Unfortunately most dairy products are not made this way and there is a growing trend in this country to industrialise the dairy sector. If we undergo the “real meal revolution” we will need more dairy and therefore, more cows. Do we need more methane?
Jonty Nicholson, of Nicholson’s Country Cafe, prepared an exquisite langostine bisque that did wonderful things to my taste buds. Tim Noakes’ book promotes seafood avidly.
In fact, his rationale for the Banting diet is based on the so called “paleo” diet which was apparently the way way our ancestors in the Cape ate.
This is a hypothesis that modern humans evolved from a small group that had taken refuge in the Cape during what is believed to be an extreme climate event.
These humans had unlimited access to the then bounteous seafood of the South African coast. There is a big problem here. Seafood is no longer bounteous, but is being depleted at an alarming rate. We are now having to rely on farmed seafood which, as a result of its industrial feed is not as healthy as in its wild past.
As I have have mentioned in past articles, fish farming is an ecological disaster. Think about that when you purchase your salmon.
The main course was prepared by Kayla-Ann Osborn of Traffords restaurant in Pietermaritzburg. This was duck prepared three ways (grilled duck breast, duck liver pate and a cherry tobacco gel, and duck grillet), served with a small serving of vegetables.
The duck was wonderful. The cherry tobacco flavouring was intriguing, but delicious. The vegetables were delicious but I needed more.
I find Noakes’ handling of vegetables a bit contradictory. In a recent interview he dismissed the campaign to encourage five or more portions of vegetables a day as “commercially driven”.
However he praises the virtues of veggies in his book (only those above ground).
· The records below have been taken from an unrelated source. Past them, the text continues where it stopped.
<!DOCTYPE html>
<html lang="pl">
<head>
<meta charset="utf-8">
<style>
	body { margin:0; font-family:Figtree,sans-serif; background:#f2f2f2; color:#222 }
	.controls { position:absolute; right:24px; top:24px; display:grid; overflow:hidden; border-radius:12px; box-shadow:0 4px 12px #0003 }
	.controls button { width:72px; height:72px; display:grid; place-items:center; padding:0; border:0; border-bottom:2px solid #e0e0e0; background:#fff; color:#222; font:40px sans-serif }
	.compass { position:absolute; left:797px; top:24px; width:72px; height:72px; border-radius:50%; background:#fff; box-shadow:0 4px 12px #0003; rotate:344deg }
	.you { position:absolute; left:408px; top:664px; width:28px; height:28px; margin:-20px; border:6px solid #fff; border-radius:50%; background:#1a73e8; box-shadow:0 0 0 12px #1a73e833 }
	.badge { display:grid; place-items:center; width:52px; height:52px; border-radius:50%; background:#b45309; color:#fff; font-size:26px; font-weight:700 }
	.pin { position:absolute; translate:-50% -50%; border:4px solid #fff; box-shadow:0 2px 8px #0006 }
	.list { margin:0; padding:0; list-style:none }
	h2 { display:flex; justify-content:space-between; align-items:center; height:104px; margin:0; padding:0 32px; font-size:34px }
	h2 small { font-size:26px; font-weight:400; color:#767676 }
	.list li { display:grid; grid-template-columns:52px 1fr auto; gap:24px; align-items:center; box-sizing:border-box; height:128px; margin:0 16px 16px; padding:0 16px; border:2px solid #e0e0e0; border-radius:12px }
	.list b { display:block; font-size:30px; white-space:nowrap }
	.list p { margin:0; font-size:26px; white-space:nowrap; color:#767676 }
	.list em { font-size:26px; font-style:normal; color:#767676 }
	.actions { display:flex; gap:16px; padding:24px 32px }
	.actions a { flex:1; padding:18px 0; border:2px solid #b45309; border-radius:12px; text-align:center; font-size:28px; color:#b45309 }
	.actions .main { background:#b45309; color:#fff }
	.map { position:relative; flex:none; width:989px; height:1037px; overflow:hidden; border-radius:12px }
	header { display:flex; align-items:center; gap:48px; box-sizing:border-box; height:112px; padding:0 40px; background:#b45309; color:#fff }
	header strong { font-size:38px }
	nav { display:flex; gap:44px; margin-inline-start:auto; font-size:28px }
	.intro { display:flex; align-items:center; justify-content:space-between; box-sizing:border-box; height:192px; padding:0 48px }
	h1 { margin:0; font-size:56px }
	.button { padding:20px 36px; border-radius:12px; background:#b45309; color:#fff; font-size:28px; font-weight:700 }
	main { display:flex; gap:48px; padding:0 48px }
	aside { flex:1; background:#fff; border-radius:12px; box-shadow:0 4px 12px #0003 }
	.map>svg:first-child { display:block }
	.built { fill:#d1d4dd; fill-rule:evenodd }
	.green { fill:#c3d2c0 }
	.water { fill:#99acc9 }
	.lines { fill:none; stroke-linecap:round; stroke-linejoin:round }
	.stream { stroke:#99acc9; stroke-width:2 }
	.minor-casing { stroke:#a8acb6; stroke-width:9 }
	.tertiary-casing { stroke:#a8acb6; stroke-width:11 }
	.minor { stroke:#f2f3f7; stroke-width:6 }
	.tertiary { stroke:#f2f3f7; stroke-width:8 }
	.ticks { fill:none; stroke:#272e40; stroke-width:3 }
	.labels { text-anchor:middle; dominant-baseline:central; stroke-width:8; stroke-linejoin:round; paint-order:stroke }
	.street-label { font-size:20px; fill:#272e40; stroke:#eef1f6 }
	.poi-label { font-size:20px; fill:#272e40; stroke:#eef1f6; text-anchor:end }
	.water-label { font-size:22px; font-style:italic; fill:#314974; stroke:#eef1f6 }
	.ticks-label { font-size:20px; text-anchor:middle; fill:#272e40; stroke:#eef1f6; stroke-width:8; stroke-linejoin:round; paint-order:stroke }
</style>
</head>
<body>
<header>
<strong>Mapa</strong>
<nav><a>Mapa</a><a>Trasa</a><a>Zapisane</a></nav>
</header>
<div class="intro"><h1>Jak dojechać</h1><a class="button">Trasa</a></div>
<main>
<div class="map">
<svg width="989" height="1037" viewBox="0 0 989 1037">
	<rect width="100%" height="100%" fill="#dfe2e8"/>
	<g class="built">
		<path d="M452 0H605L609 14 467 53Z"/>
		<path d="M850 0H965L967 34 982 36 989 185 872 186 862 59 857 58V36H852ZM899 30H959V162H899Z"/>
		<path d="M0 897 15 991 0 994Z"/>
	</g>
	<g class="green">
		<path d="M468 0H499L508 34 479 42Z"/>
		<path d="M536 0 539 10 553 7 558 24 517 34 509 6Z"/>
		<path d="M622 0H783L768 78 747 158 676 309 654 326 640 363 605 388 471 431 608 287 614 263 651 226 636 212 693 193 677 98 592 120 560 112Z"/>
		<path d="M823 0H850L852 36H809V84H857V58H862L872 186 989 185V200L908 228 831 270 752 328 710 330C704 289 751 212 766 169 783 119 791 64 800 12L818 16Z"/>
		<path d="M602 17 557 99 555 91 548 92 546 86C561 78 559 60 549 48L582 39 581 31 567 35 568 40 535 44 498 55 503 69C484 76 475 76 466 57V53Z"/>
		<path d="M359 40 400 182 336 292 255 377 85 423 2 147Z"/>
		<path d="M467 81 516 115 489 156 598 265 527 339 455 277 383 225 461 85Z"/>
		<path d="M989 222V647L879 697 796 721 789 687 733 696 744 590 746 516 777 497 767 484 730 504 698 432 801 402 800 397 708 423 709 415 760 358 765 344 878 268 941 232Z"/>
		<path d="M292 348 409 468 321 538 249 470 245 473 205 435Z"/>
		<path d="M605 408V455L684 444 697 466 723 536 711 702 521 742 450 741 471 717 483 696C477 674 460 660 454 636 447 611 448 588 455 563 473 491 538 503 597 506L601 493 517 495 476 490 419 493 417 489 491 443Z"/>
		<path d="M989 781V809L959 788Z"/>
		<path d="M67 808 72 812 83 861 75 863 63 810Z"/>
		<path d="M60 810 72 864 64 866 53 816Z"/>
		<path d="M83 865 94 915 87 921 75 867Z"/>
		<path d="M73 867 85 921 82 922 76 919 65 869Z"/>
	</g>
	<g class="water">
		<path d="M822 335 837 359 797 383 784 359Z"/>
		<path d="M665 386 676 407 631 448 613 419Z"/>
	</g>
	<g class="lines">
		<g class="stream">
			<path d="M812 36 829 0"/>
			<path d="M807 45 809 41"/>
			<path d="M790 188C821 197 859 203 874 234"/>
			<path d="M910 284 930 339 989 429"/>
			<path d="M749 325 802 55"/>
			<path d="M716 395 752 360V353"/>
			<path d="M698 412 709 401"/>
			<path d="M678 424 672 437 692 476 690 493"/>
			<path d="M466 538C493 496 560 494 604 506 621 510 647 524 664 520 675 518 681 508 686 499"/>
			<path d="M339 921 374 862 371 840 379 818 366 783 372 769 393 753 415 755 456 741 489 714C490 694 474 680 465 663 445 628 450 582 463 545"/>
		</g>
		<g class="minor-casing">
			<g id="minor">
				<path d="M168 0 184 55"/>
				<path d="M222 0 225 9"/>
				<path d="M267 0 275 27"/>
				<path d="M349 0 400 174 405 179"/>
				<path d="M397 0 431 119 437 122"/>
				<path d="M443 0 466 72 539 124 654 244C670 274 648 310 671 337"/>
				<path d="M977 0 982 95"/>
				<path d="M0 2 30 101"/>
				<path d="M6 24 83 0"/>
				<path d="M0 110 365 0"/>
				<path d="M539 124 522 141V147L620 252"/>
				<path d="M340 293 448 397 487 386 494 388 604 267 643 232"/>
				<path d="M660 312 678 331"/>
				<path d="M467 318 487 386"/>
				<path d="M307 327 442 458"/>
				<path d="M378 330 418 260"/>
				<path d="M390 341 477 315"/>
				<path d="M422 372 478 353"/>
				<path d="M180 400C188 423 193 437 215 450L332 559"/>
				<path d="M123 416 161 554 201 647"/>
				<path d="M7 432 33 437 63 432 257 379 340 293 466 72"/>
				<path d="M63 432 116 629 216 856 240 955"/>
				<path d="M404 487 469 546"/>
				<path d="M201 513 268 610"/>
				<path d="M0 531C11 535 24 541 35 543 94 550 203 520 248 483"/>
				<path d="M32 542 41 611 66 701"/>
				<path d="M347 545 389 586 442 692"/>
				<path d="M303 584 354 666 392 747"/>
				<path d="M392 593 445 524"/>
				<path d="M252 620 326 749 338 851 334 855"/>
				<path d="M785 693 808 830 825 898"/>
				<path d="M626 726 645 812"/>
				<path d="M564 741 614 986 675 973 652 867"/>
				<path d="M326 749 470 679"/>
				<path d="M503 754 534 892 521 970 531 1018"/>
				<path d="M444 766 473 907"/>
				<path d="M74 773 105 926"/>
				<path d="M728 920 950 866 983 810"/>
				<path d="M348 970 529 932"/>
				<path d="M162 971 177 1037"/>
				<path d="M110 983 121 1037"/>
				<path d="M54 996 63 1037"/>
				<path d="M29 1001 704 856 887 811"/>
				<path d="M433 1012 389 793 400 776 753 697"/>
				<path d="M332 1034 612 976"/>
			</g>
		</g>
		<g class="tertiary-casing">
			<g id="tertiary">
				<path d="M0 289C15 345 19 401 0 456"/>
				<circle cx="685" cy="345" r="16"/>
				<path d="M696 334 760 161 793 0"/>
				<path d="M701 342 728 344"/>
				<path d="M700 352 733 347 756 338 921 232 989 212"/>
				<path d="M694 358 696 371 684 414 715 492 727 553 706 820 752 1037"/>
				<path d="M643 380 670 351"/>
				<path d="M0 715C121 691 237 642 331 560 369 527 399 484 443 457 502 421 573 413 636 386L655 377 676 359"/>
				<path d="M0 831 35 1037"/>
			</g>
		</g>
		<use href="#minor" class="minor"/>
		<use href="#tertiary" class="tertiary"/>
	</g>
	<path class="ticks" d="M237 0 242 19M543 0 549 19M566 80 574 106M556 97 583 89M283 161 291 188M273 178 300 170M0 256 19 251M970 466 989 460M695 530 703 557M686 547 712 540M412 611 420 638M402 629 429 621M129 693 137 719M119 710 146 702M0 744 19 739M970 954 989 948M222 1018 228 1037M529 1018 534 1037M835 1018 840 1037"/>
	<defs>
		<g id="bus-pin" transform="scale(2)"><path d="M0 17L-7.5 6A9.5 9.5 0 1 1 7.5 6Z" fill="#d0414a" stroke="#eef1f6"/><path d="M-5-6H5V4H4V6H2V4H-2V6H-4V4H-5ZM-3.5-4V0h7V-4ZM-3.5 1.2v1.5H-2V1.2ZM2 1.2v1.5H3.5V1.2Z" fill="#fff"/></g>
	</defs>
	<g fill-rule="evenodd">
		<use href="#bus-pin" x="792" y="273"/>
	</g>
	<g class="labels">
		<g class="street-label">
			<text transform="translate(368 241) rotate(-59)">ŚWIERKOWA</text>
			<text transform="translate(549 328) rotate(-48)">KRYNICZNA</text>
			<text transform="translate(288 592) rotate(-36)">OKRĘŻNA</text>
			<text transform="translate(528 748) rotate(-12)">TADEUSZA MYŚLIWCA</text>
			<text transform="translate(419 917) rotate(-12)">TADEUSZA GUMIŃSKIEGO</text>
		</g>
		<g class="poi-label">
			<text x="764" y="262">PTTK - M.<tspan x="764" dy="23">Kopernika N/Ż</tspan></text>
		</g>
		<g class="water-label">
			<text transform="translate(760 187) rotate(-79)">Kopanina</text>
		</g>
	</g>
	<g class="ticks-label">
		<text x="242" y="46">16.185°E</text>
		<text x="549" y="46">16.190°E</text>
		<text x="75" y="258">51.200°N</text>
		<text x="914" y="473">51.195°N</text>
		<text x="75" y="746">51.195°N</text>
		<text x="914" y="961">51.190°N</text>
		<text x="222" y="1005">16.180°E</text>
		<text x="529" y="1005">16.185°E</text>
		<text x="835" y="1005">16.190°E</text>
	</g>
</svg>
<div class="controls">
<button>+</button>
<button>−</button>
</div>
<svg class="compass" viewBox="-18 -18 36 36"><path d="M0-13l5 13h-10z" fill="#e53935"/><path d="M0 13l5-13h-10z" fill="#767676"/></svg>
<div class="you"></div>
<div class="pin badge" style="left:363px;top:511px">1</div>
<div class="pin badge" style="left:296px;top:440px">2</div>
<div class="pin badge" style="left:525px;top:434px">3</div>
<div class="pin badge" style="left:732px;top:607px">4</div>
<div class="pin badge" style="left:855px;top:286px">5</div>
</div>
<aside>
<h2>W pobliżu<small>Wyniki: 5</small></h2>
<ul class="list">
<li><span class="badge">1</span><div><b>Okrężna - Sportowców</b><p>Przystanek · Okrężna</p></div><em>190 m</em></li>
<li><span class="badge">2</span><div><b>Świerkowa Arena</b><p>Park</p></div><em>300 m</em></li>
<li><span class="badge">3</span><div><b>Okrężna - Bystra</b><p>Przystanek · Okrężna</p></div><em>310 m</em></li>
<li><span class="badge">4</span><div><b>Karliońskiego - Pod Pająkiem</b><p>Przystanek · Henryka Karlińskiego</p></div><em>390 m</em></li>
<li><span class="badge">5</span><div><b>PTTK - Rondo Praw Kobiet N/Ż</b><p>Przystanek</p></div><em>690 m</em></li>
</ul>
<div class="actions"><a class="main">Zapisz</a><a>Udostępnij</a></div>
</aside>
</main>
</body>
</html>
Fruit seems a no-no except of course for the fruit of the vine.
Of the fruit of the vine there was plenty, thanks to winemaker Peter Finlayson.
Christopher was a consummate host and entertained us with a sublime rendition of Handel’s Chaconne on the Steinway.
I take my hat off to Christopher for being provocative with the theme and contributing to the great diet debate in such an entertaining way.
I hope the “Banters” won’t be asking for my head on a platter after these words.